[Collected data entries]
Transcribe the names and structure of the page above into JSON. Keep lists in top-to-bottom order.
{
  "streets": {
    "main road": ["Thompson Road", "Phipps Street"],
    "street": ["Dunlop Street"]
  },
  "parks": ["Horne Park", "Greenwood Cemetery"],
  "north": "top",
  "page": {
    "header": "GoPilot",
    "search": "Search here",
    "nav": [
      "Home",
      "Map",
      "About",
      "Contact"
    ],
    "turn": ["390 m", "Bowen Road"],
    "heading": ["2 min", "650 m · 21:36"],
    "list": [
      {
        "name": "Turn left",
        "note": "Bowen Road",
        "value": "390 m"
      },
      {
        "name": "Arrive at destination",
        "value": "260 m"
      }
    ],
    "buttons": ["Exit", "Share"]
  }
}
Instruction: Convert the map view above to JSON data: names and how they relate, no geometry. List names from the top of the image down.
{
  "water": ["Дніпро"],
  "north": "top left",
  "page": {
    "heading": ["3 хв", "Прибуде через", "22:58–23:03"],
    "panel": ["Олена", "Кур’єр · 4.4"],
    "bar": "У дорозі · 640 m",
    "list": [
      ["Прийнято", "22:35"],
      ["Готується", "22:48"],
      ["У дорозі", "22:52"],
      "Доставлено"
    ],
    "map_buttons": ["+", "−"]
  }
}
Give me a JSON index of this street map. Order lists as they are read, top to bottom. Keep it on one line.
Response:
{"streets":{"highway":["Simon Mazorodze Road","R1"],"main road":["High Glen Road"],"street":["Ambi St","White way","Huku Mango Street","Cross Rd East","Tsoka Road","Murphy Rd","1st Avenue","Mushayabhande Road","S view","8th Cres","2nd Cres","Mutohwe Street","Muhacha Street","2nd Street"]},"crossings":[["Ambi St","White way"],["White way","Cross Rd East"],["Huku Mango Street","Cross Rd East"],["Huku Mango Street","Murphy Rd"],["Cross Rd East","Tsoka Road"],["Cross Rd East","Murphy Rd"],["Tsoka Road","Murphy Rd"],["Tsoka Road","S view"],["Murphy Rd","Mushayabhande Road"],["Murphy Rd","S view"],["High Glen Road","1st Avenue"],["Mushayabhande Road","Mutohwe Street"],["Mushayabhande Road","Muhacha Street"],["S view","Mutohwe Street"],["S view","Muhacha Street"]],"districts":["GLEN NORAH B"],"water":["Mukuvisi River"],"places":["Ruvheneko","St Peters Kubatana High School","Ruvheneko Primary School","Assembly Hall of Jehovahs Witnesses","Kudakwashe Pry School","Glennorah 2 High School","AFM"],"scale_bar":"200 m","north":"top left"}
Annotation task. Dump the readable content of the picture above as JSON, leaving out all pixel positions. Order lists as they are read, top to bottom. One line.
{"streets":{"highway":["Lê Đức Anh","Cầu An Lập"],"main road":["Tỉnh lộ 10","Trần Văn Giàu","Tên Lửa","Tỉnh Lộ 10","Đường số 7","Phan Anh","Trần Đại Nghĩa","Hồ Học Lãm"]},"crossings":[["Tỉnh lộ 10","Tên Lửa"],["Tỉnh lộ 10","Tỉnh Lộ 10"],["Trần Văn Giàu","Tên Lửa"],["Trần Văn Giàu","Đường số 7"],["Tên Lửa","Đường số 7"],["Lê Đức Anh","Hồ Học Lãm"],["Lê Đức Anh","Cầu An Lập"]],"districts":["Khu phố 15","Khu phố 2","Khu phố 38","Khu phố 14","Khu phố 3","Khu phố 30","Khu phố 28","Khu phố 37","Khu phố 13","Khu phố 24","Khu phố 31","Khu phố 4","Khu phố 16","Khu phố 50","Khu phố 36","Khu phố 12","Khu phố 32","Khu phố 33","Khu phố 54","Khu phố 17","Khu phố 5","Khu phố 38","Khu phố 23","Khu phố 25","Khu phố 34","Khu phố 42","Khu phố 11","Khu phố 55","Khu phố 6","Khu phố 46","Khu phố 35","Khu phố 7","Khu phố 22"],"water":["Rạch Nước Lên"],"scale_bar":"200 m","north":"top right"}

WORK INSTRUCTION: What is wanted is the complete set of entries, returned verbatim.

EXPECTED OUTPUT:
Transcribe the names and structure of the page above into JSON. Keep lists in top-to-bottom order.
{
  "streets": {
    "main road": ["Thompson Road", "Phipps Street"],
    "street": ["Dunlop Street"]
  },
  "parks": ["Horne Park", "Greenwood Cemetery"],
  "north": "top",
  "page": {
    "header": "GoPilot",
    "search": "Search here",
    "nav": [
      "Home",
      "Map",
      "About",
      "Contact"
    ],
    "turn": ["390 m", "Bowen Road"],
    "heading": ["2 min", "650 m · 21:36"],
    "list": [
      {
        "name": "Turn left",
        "note": "Bowen Road",
        "value": "390 m"
      },
      {
        "name": "Arrive at destination",
        "value": "260 m"
      }
    ],
    "buttons": ["Exit", "Share"]
  }
}
Instruction: Convert the map view above to JSON data: names and how they relate, no geometry. List names from the top of the image down.
{
  "water": ["Дніпро"],
  "north": "top left",
  "page": {
    "heading": ["3 хв", "Прибуде через", "22:58–23:03"],
    "panel": ["Олена", "Кур’єр · 4.4"],
    "bar": "У дорозі · 640 m",
    "list": [
      ["Прийнято", "22:35"],
      ["Готується", "22:48"],
      ["У дорозі", "22:52"],
      "Доставлено"
    ],
    "map_buttons": ["+", "−"]
  }
}
Give me a JSON index of this street map. Order lists as they are read, top to bottom. Keep it on one line.
Response:
{"streets":{"highway":["Simon Mazorodze Road","R1"],"main road":["High Glen Road"],"street":["Ambi St","White way","Huku Mango Street","Cross Rd East","Tsoka Road","Murphy Rd","1st Avenue","Mushayabhande Road","S view","8th Cres","2nd Cres","Mutohwe Street","Muhacha Street","2nd Street"]},"crossings":[["Ambi St","White way"],["White way","Cross Rd East"],["Huku Mango Street","Cross Rd East"],["Huku Mango Street","Murphy Rd"],["Cross Rd East","Tsoka Road"],["Cross Rd East","Murphy Rd"],["Tsoka Road","Murphy Rd"],["Tsoka Road","S view"],["Murphy Rd","Mushayabhande Road"],["Murphy Rd","S view"],["High Glen Road","1st Avenue"],["Mushayabhande Road","Mutohwe Street"],["Mushayabhande Road","Muhacha Street"],["S view","Mutohwe Street"],["S view","Muhacha Street"]],"districts":["GLEN NORAH B"],"water":["Mukuvisi River"],"places":["Ruvheneko","St Peters Kubatana High School","Ruvheneko Primary School","Assembly Hall of Jehovahs Witnesses","Kudakwashe Pry School","Glennorah 2 High School","AFM"],"scale_bar":"200 m","north":"top left"}
Annotation task. Dump the readable content of the picture above as JSON, leaving out all pixel positions. Order lists as they are read, top to bottom. One line.
{"streets":{"highway":["Lê Đức Anh","Cầu An Lập"],"main road":["Tỉnh lộ 10","Trần Văn Giàu","Tên Lửa","Tỉnh Lộ 10","Đường số 7","Phan Anh","Trần Đại Nghĩa","Hồ Học Lãm"]},"crossings":[["Tỉnh lộ 10","Tên Lửa"],["Tỉnh lộ 10","Tỉnh Lộ 10"],["Trần Văn Giàu","Tên Lửa"],["Trần Văn Giàu","Đường số 7"],["Tên Lửa","Đường số 7"],["Lê Đức Anh","Hồ Học Lãm"],["Lê Đức Anh","Cầu An Lập"]],"districts":["Khu phố 15","Khu phố 2","Khu phố 38","Khu phố 14","Khu phố 3","Khu phố 30","Khu phố 28","Khu phố 37","Khu phố 13","Khu phố 24","Khu phố 31","Khu phố 4","Khu phố 16","Khu phố 50","Khu phố 36","Khu phố 12","Khu phố 32","Khu phố 33","Khu phố 54","Khu phố 17","Khu phố 5","Khu phố 38","Khu phố 23","Khu phố 25","Khu phố 34","Khu phố 42","Khu phố 11","Khu phố 55","Khu phố 6","Khu phố 46","Khu phố 35","Khu phố 7","Khu phố 22"],"water":["Rạch Nước Lên"],"scale_bar":"200 m","north":"top right"}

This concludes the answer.